START Exercise data

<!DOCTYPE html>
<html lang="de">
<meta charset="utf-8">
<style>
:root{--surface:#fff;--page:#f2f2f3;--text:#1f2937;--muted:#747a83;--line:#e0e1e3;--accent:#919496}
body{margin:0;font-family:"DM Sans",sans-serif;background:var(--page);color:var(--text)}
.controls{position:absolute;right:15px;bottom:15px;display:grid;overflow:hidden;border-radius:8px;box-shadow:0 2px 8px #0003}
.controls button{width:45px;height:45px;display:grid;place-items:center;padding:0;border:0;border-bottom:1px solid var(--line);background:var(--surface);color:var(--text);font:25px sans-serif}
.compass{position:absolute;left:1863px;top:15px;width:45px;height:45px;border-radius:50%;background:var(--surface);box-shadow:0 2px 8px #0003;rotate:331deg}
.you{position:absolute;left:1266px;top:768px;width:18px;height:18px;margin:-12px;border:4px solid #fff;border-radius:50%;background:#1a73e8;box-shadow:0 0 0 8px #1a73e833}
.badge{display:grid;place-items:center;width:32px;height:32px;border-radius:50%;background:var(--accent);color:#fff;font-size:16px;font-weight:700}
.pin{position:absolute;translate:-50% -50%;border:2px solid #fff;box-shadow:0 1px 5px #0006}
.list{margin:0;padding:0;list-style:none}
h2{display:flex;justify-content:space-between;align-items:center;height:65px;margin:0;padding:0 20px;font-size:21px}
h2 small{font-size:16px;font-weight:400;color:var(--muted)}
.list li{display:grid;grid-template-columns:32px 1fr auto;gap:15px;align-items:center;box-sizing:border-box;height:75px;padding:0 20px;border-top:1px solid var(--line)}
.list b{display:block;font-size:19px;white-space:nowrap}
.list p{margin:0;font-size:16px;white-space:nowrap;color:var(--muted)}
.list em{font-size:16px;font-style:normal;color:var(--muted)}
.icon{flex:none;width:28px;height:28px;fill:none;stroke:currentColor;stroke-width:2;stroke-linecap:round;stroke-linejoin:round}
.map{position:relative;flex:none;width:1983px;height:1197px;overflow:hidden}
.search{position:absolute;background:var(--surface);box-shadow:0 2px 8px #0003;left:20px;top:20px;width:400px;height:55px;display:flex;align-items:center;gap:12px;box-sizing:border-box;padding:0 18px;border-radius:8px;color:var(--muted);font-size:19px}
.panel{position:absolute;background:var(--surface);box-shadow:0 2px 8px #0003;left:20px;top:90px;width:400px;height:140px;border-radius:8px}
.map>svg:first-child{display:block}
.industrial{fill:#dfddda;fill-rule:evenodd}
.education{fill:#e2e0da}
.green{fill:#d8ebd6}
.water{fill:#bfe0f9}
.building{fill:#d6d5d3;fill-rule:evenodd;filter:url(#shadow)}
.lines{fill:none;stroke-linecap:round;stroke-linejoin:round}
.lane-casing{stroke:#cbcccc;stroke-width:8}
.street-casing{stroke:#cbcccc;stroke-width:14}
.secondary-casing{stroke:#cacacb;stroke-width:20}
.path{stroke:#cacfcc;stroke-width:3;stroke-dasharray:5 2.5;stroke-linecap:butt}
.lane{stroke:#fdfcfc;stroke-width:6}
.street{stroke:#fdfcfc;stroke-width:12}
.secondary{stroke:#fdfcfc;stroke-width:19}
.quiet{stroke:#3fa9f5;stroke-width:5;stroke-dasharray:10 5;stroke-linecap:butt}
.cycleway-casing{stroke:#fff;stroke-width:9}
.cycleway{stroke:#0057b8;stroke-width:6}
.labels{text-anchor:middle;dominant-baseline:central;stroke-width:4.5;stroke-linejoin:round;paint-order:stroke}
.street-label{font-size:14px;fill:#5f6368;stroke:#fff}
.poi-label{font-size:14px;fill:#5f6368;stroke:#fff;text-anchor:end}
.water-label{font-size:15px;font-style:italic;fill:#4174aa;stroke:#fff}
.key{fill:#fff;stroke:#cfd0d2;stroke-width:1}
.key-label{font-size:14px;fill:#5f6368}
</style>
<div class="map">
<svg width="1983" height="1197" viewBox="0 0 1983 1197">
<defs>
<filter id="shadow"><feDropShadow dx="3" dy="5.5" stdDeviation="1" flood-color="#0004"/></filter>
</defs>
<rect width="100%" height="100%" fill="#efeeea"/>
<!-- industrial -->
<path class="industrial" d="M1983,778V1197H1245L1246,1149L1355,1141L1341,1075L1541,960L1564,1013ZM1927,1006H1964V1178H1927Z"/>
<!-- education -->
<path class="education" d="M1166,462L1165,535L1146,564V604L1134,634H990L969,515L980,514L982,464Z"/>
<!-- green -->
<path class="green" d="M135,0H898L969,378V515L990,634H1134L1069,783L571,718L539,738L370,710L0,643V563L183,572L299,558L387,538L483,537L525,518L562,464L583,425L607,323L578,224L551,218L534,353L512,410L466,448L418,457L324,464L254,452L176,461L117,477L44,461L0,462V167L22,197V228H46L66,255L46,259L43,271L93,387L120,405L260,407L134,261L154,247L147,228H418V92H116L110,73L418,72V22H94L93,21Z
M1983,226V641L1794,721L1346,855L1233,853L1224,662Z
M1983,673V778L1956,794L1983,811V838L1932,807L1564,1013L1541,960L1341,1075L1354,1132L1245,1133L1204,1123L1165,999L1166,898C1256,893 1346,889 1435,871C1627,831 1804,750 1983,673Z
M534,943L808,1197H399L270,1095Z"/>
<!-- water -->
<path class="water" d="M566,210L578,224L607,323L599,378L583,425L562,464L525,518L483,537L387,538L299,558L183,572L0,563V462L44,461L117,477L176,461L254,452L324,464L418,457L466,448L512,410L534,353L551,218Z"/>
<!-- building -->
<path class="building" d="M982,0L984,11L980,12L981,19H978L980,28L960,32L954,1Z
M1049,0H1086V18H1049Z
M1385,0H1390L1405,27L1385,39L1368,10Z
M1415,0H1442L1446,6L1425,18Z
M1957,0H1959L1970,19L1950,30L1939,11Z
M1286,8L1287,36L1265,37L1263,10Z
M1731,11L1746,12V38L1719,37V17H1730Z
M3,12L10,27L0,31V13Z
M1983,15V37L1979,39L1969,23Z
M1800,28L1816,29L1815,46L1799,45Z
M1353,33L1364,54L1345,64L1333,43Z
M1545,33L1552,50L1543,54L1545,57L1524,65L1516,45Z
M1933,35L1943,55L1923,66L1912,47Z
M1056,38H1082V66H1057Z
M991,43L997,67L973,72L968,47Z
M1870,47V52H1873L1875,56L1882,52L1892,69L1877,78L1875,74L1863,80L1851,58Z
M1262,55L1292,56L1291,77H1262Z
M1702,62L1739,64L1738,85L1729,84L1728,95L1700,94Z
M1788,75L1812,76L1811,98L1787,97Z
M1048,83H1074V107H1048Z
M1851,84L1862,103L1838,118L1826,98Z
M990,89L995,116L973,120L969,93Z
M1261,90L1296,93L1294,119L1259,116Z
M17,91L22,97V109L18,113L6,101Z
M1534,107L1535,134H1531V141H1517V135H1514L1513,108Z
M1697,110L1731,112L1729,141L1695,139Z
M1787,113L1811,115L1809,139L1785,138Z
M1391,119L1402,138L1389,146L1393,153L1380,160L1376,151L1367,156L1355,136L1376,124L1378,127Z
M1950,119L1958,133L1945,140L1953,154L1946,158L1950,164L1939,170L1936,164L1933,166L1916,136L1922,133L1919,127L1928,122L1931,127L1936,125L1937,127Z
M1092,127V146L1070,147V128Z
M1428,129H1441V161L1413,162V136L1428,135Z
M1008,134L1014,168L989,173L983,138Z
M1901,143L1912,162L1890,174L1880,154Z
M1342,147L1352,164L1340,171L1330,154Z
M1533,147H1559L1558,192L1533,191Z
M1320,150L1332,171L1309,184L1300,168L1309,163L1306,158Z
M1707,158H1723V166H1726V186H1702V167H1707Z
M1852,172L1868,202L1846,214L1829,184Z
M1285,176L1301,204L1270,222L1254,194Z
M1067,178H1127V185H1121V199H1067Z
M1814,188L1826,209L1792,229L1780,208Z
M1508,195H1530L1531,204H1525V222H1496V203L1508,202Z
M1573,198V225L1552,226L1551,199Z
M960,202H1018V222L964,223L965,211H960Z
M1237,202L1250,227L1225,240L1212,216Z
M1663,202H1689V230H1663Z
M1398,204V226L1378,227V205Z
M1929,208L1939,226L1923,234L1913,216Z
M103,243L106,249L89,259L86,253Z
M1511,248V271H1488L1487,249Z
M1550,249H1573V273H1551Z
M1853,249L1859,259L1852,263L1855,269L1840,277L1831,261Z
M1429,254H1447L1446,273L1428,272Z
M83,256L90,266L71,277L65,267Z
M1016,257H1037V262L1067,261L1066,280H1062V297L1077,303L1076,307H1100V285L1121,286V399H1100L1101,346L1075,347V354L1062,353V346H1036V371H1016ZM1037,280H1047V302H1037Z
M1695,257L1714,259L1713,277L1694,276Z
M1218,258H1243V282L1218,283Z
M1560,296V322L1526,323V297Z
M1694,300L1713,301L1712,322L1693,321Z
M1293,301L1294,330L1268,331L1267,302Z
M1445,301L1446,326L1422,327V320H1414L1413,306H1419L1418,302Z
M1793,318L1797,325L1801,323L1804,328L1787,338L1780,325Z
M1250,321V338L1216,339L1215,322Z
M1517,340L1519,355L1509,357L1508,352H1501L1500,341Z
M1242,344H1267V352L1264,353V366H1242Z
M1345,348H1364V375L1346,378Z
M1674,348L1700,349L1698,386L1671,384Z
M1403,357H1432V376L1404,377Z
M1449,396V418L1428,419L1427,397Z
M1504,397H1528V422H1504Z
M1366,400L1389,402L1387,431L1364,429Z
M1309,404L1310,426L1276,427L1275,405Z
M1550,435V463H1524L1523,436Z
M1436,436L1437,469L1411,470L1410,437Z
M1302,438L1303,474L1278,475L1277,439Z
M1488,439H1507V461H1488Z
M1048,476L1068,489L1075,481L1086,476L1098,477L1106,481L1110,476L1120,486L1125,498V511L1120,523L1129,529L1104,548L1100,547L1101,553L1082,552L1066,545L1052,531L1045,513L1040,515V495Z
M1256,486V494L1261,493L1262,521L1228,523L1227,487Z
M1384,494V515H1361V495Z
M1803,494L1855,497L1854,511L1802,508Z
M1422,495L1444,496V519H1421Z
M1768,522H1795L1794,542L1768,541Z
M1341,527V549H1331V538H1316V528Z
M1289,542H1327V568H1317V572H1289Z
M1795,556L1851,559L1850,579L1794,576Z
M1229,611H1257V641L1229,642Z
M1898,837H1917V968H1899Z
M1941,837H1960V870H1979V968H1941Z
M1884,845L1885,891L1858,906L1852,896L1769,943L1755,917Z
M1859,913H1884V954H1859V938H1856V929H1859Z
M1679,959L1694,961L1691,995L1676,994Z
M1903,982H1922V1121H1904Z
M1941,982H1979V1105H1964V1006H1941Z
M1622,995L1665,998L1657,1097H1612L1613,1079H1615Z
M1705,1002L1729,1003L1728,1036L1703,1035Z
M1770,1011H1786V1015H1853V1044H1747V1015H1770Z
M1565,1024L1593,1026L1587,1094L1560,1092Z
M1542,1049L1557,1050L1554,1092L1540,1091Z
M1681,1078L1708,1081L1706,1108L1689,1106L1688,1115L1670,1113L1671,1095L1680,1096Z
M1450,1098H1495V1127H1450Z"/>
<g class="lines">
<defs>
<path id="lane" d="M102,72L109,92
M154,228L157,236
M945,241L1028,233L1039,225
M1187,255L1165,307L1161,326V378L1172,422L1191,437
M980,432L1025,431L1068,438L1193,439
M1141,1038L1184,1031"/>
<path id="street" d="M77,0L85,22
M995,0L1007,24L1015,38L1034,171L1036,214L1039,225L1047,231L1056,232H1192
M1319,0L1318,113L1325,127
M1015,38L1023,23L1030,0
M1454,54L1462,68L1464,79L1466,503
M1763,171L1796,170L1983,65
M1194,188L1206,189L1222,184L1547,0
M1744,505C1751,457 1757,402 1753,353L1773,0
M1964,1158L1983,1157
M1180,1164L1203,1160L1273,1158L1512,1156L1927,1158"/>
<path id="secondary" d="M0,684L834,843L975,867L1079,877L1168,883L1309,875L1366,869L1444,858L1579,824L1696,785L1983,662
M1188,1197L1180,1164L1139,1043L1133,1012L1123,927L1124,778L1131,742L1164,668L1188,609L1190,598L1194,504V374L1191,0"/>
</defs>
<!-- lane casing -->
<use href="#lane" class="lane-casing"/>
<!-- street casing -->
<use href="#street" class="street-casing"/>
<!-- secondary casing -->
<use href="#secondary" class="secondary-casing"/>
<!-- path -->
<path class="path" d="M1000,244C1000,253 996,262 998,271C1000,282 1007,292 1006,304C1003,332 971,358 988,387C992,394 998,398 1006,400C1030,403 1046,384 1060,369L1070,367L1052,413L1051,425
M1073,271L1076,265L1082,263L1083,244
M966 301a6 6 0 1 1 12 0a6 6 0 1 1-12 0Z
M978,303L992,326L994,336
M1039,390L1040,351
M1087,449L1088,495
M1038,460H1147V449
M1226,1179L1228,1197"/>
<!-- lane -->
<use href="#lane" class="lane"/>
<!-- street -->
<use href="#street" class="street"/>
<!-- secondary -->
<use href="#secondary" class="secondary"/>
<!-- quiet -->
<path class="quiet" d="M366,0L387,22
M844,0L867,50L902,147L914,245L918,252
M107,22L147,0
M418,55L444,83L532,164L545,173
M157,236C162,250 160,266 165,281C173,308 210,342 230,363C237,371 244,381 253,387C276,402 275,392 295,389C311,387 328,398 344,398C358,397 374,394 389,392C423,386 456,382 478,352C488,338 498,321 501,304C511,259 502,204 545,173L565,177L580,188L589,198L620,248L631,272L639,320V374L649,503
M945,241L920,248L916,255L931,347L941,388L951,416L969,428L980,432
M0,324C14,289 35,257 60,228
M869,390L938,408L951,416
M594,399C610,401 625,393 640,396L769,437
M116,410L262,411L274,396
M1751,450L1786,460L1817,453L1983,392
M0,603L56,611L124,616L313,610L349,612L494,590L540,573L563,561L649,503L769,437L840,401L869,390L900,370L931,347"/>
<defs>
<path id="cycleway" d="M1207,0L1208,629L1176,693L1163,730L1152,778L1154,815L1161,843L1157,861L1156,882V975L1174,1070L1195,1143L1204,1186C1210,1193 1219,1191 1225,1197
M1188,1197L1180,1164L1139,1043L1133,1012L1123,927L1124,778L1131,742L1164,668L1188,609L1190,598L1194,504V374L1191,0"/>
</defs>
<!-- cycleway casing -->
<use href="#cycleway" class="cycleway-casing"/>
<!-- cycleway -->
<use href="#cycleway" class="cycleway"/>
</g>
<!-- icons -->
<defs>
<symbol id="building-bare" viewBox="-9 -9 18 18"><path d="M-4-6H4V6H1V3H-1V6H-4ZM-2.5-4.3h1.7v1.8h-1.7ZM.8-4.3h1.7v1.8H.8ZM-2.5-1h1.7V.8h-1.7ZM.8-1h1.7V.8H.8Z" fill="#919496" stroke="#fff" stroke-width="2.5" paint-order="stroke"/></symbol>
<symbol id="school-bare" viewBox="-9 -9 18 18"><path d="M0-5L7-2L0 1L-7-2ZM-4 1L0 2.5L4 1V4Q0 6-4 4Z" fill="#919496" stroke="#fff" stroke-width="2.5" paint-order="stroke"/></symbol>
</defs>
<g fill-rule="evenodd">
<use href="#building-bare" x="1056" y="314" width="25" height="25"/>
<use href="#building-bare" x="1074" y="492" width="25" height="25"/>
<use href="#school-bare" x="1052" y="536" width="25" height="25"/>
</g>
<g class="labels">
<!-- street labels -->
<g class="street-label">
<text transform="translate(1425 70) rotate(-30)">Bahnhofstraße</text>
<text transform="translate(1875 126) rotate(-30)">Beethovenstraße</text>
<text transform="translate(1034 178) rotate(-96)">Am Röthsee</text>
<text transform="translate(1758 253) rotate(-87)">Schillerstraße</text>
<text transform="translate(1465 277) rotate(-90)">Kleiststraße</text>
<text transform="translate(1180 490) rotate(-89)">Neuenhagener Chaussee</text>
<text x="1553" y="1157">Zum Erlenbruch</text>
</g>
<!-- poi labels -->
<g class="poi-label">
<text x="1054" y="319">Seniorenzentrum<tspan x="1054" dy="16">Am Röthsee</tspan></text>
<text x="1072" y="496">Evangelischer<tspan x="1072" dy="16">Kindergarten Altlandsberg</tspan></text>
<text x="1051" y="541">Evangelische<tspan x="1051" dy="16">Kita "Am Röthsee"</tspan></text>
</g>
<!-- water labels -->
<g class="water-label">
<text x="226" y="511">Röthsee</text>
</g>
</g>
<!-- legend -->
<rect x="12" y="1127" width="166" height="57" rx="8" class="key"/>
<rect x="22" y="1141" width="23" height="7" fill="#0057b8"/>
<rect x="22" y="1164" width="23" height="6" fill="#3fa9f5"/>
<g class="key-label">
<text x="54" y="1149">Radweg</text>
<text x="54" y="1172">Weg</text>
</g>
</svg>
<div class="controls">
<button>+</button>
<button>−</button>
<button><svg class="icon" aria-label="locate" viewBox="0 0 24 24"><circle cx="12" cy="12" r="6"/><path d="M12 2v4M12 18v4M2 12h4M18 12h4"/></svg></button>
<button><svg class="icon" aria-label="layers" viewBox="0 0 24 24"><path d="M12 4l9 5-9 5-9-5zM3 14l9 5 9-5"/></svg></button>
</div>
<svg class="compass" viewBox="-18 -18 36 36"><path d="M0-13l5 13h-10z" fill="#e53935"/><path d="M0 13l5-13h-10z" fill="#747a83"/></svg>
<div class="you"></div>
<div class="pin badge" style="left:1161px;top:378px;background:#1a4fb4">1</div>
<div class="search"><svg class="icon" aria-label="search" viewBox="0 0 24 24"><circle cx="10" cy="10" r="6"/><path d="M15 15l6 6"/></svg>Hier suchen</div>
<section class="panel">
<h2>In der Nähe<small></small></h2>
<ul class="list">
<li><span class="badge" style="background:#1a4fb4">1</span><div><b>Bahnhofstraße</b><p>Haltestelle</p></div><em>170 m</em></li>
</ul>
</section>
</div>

END Exercise data

Which of the lines above hold the word "white"? Copy each one.

* Task response *
.list b{display:block;font-size:19px;white-space:nowrap}
.list p{margin:0;font-size:16px;white-space:nowrap;color:var(--muted)}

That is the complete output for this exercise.